EXCERPTED DATA
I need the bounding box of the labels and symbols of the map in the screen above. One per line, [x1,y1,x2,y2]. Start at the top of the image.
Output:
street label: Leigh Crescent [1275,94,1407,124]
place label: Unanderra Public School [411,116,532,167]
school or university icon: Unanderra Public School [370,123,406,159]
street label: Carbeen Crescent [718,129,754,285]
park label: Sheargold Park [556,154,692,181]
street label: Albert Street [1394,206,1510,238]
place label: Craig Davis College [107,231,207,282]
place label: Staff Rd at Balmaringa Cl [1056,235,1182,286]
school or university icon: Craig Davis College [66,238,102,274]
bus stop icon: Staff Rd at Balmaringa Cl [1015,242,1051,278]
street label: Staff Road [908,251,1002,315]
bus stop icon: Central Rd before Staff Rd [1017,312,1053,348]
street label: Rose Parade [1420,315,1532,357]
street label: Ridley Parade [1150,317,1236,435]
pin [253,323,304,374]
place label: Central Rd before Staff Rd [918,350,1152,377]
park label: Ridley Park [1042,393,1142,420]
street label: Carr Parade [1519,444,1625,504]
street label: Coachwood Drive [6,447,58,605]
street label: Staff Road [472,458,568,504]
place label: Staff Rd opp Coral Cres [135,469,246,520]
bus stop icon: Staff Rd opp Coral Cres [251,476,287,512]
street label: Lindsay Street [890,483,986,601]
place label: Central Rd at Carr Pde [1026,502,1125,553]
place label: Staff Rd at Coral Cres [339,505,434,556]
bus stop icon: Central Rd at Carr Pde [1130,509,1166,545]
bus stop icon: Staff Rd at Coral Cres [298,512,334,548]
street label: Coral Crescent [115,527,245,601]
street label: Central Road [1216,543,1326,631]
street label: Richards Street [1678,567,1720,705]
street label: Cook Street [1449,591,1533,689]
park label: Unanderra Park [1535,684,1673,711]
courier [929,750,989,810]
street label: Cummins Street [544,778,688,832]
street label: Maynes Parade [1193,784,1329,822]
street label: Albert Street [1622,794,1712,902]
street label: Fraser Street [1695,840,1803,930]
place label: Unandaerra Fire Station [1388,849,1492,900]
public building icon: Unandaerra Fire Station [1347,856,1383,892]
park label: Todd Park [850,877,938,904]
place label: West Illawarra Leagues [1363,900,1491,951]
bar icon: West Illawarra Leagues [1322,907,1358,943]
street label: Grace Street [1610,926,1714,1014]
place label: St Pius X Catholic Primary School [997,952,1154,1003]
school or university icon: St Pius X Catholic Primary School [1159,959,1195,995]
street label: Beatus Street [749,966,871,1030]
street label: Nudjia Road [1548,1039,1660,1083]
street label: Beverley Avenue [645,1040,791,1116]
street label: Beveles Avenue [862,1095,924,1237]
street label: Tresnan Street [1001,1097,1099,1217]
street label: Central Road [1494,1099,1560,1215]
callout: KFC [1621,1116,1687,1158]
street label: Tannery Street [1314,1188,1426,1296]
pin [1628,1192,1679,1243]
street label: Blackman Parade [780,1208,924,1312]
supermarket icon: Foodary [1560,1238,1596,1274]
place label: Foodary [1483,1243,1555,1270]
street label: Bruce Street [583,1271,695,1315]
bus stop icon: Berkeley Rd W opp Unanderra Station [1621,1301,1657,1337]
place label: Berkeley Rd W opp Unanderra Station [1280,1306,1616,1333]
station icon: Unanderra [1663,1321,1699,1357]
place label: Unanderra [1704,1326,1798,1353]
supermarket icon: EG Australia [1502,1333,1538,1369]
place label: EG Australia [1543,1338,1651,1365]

REQUIRED ACTION
The answer must be a single number: the count of lines above that contain "Avenue".

SOLUTION FOR THIS EXERCISE
2